A potential diplomatic incident arose when it emerged that a US citizen, Anne Sacoolas, who had been involved in a fatal road accident in August in which 19-year old motorcyclist Harry Dunn had died, had left the country. Mrs Sacoolas was married to a US government employee and claimed diplomatic immunity. It also emerged that she had been driving on the wrong side of the road. In December, the Crown Prosecution Service announced that Sacoolas was to be charged with causing death by dangerous driving.
The supermarket chain Sainsbury's announced it would no longer sell fireworks.
39 Vietnamese illegal immigrants were found suffocated to death in a refrigerated lorry container in Essex.
The government ordered that all fracking in the UK should cease "with immediate effect.
In the House of Commons, Sir Lindsay Hoyle replaced John Bercow as Speaker of the House.
Several female Members of Parliament declared that they would not seek re-election in December, due to threats and abuse, much of it online.
The infant and young mother chain Mothercare went into administration.
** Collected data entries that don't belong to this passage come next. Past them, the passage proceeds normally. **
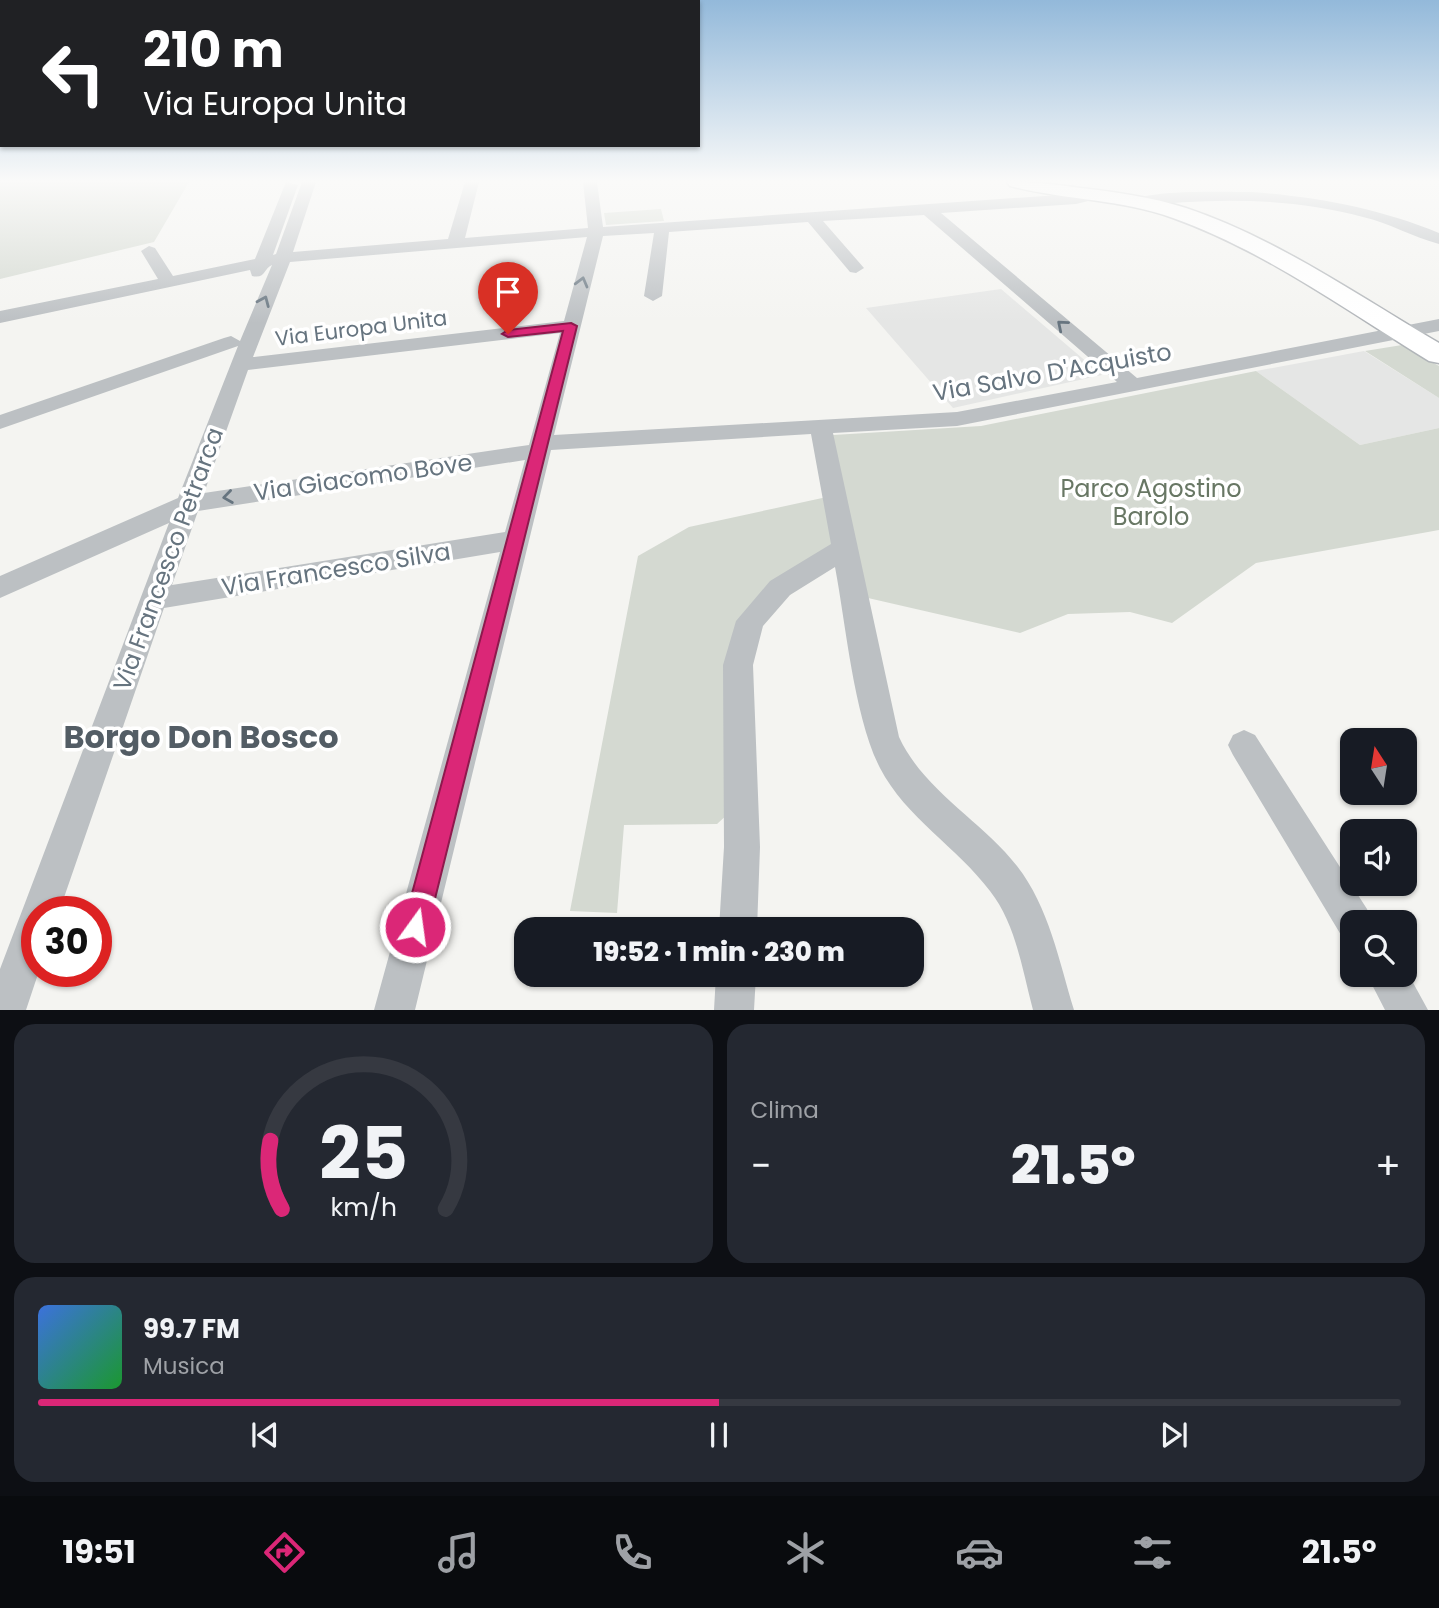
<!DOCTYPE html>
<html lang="it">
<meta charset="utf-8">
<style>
:root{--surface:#171b24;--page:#242831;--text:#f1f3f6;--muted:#9ea1a6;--line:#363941;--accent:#db2777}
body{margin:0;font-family:Poppins,sans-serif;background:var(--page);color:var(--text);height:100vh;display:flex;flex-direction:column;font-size:26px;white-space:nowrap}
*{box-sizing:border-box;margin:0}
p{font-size:23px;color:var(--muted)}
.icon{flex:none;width:38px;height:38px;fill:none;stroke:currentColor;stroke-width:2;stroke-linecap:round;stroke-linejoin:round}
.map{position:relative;height:1010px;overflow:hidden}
.sheet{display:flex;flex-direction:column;gap:14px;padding:14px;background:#0d0f14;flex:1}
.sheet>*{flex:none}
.banner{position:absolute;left:0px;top:0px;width:700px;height:147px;box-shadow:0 2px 5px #0004;background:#202124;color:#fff;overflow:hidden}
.needle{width:46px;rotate:348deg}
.buttons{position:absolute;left:1340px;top:728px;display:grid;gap:14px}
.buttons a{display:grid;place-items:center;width:77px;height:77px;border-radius:14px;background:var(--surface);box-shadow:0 2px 5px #0004;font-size:35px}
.speed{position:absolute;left:21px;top:896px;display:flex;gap:14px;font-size:35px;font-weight:700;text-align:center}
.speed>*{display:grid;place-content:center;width:91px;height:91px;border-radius:50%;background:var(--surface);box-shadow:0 2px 5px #0004;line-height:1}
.speed .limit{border:10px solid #d22;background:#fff;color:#111}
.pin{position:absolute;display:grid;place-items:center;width:60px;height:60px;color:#fff;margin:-72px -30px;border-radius:50% 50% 50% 0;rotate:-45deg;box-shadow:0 0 7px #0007}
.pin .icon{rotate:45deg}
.me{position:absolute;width:77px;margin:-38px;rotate:14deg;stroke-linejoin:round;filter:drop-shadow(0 0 5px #0008)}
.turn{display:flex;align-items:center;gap:24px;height:147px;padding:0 28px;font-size:32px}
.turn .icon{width:91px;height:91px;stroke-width:2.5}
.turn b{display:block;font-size:49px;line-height:60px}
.big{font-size:52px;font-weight:800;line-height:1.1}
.sheet .widget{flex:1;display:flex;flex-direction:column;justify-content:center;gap:10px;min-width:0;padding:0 24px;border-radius:21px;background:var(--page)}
.sheet .dial{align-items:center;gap:0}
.dial svg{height:182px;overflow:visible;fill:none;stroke:var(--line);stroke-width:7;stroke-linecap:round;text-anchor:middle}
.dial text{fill:var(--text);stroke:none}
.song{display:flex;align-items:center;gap:21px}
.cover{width:84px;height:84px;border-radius:10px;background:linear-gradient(135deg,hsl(220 70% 55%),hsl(130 70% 35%))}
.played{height:7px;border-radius:4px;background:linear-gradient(90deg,var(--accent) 50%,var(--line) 50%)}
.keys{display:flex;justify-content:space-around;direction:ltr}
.heat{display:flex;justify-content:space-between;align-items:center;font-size:38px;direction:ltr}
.sheet .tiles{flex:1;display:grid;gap:14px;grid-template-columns:1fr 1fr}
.widget:last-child{grid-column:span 2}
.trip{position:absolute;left:514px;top:917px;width:410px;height:70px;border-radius:21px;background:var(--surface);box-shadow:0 2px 5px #0004;font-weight:800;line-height:70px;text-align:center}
.tab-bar{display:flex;height:112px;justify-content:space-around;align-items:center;background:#090b0e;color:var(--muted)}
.tab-bar .icon{width:49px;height:49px}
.tab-bar .current{color:var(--accent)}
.tab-bar b{font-size:32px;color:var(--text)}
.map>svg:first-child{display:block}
.built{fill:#e5e6e5}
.green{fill:#d4d9d1}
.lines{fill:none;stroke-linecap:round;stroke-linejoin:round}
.secondary-casing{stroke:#b1b5b9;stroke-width:3}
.street{fill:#bcc0c3;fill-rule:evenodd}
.secondary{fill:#fff;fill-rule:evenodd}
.oneway{stroke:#66747f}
.route{fill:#db2777;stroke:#8e194d;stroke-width:2}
.labels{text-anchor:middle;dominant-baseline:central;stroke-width:7;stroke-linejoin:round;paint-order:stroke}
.far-street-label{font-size:21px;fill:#66747f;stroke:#fff}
.street-label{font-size:24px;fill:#66747f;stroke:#fff}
.park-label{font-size:24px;fill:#687764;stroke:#fff}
.near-neighbourhood-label{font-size:32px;font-weight:bold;fill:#535d65;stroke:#fff}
</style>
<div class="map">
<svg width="1439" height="1010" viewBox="0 0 1439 1010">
<rect width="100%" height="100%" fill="#f4f4f1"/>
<!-- built -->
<path class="built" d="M 1001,289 L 1102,375 L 953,408 L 866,308 Z
M 1364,351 L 1439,398 L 1439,428 L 1360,445 L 1256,371 Z"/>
<!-- green -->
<path class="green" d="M 0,182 L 189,182 L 154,242 L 0,279 Z
M 661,209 L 664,221 L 606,225 L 604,213 Z
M 1402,345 L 1439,366 L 1439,398 L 1365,351 Z
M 1256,371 L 1360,445 L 1439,428 L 1439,530 L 1256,563 L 1172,623 L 1130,612 L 1068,614 L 1020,633 L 855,595 L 847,548 L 750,621 L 741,802 L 717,824 L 624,825 L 617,913 L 570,911 L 638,556 L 689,527 L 836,495 L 833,435 L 981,426 Z"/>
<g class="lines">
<!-- secondary casing -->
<g class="secondary-casing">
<path id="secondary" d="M 1007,182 C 1032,181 1056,185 1081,188 C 1116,192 1152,197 1186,208 C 1276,238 1357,295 1439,343 L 1439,363 L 1429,361 C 1346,310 1265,251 1173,218 C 1121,199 1063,200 1010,186 Z"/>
</g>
<!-- street -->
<path class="street" d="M 286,182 L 298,185 L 273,255 L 276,254 L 302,182 L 316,182 L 293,252 L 448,239 L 465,182 L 479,182 L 465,238 L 588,228 L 583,182 L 597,182 L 603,227 L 1087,193 L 1094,197 L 1092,200 L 1076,204 L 941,213 L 1137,378 L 1439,319 L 1439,331 L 957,426 L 833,433 L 899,737 C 924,791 981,820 1017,866 C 1049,907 1059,961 1074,1010 L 1033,1010 C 1022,969 1016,924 990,891 C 957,847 906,818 880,768 C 854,717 846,625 835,567 L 790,595 L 763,626 L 753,665 L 760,847 L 757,929 L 719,929 L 724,847 L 723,665 L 736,621 L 770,581 L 831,544 L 811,434 L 551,450 L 415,1010 L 374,1010 L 500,552 L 164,608 L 59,912 L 37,912 L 39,971 L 26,1010 L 0,1010 L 0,969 L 169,523 L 0,598 L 0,576 L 178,498 L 238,346 L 0,429 L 0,415 L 224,338 L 231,336 L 240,341 L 272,265 C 263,269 266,279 252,276 L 250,270 L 0,323 L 0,311 L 158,279 L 141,251 L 149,246 L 155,248 L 173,276 L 255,259 ZM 924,215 L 1117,382 L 957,412 L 554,435 L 603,236 L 654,233 L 644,296 L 653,301 L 662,296 L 669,232 L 808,222 L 850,272 L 856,273 L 864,268 L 823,221 ZM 587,237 L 564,321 L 253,357 L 290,262 ZM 560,333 L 529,445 L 204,493 L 248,370 ZM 525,460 L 505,532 L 172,585 L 198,511 Z
M 1252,192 C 1317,197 1378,208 1439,233 L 1439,244 C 1413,237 1389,223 1363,217 C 1289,197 1212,198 1137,206 L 1130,202 C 1144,189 1229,192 1252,192 Z
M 1244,730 L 1255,735 L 1367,909 L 1373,922 L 1353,922 L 1353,941 L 1341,935 L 1233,755 L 1228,745 L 1233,735 Z
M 1405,968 L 1428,1010 L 1385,1010 L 1367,975 L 1405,975 Z
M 716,975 L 756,975 L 754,1010 L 714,1010 Z"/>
<!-- secondary -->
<use href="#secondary" class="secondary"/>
</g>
<!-- one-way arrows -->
<defs><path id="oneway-chevron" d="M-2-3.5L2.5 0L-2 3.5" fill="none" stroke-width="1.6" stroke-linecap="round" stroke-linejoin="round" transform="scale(1.75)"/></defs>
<g class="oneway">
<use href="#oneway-chevron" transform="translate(582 282) rotate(-75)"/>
<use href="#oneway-chevron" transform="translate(264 301) rotate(-67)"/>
<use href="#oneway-chevron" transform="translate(1062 325) rotate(-140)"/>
<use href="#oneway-chevron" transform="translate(228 497) rotate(172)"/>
</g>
<!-- sky -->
<linearGradient id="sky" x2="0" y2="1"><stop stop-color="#93b9da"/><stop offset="0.56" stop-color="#fafaf9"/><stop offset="1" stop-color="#fafaf9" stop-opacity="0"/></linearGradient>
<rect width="1439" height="323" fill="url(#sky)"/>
<!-- route -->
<path class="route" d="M 571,323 L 577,326 L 428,927 L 424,935 L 415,939 L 407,935 L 403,927 L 563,331 L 508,337 L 502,334 L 508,330 Z"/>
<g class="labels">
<!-- far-street labels -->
<g class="far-street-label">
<text transform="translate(361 328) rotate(-7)">Via Europa Unita</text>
</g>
<!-- street labels -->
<g class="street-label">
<text transform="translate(1052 372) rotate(-10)">Via Salvo D'Acquisto</text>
<text transform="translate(363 477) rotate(-8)">Via Giacomo Bove</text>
<text transform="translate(168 559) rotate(-70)">Via Francesco Petrarca</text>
<text transform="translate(336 569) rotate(-9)">Via Francesco Silva</text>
</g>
<!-- park labels -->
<g class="park-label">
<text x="1151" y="488">Parco Agostino<tspan x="1151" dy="28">Barolo</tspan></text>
</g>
<!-- near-neighbourhood labels -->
<g class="near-neighbourhood-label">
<text x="201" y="736">Borgo Don Bosco</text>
</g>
</g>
</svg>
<div class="buttons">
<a><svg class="needle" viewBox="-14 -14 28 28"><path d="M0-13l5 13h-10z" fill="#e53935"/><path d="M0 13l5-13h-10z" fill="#9ea1a6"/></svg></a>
<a><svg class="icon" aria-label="sound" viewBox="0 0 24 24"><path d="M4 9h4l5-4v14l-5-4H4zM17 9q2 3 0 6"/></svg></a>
<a><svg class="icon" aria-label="search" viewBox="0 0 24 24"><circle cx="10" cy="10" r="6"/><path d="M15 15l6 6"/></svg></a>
</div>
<div class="speed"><div class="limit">30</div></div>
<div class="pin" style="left:508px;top:334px;background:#d93025"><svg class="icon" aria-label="arrive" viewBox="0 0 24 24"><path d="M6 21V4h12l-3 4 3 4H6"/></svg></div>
<svg class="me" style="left:415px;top:927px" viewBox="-20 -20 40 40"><circle r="17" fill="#db2777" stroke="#fff" stroke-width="3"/><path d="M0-11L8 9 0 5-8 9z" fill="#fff"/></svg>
<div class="trip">19:52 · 1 min · 230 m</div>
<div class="banner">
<div class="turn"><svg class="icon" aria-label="left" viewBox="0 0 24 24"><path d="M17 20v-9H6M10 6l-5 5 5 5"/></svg><div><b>210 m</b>Via Europa Unita</div></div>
</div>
</div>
<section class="sheet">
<div class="tiles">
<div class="widget dial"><svg viewBox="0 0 100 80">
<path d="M14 69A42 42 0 1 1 86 69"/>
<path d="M14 69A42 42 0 0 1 9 39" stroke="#db2777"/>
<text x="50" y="56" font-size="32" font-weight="700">25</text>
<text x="50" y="72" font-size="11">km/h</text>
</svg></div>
<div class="widget"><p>Clima</p>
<div class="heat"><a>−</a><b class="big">21.5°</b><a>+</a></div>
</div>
<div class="widget">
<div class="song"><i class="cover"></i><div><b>99.7 FM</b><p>Musica</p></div></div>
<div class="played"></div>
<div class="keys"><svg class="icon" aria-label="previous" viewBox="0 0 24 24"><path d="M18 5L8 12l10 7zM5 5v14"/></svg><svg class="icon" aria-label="pause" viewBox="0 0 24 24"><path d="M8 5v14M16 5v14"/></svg><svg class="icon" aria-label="next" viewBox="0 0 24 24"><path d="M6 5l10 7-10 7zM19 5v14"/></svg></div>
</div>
</div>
</section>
<nav class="tab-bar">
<b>19:51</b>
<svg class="icon current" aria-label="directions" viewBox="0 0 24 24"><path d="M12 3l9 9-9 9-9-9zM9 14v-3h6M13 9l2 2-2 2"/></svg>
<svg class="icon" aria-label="music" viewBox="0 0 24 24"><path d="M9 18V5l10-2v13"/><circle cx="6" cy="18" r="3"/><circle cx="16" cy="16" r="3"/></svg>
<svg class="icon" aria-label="phone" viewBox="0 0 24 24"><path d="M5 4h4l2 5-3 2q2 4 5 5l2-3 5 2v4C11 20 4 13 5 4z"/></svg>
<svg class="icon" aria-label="climate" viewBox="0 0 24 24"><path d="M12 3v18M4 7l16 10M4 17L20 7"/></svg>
<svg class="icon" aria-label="car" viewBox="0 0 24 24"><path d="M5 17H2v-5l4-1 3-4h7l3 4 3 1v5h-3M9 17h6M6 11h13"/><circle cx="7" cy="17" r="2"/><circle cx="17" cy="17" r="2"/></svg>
<svg class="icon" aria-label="filters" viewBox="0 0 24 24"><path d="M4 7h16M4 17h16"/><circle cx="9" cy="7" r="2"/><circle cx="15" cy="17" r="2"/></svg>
<b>21.5°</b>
</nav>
Prince Andrew, the Duke of York, announced he was stepping down from public duties for the foreseeable future. This followed his association with convicted American sex offender Jeffrey Epstein, unproven accusations of sex with a 17-year old teenager and a clumsy, widely criticised, TV interview.
Former South Yorkshire police chief, David Duckenfield, was found not guilty of manslaughter in the Hillsborough disaster trial.
On 29 November, a convicted terrorist, Usman Khan, stabbed five people on London Bridge. Two of his victims died. Khan was wearing a fake explosive suicide vest and was shot dead by police at the scene.
In the general election on 12 December, the Conservative Party achieved a majority of 80 in the House of Commons, with 365 seats, while the Labour Party, led by Jeremy Corbyn, was reduced to 203 seats - their lowest proportion of seats since 1935. The Scottish Nationalists won 48 of the 59 seats in Scotland, increasing the likelihood of another referendum on Scottish secession from the United Kingdom. The Liberal Democrats, who campaigned to scrap Brexit entirely, won 11 seats. Jo Swinson, who only in July had become the first woman and at 39 the youngest ever leader of the Liberal Democrat Party, lost her seat and resigned. Jeremy Corbyn declared his intention to stand down too.
On 20 December, MPs voted in favour of the Brexit withdrawal agreement by 358 to 234, paving the way for the UK's exit from the EU on 31 January 2020.
On 25 December, Gavin and Stacy’s Christmas Day TV special was watched by 11.6 million people, the biggest festive ratings success in more than a decade.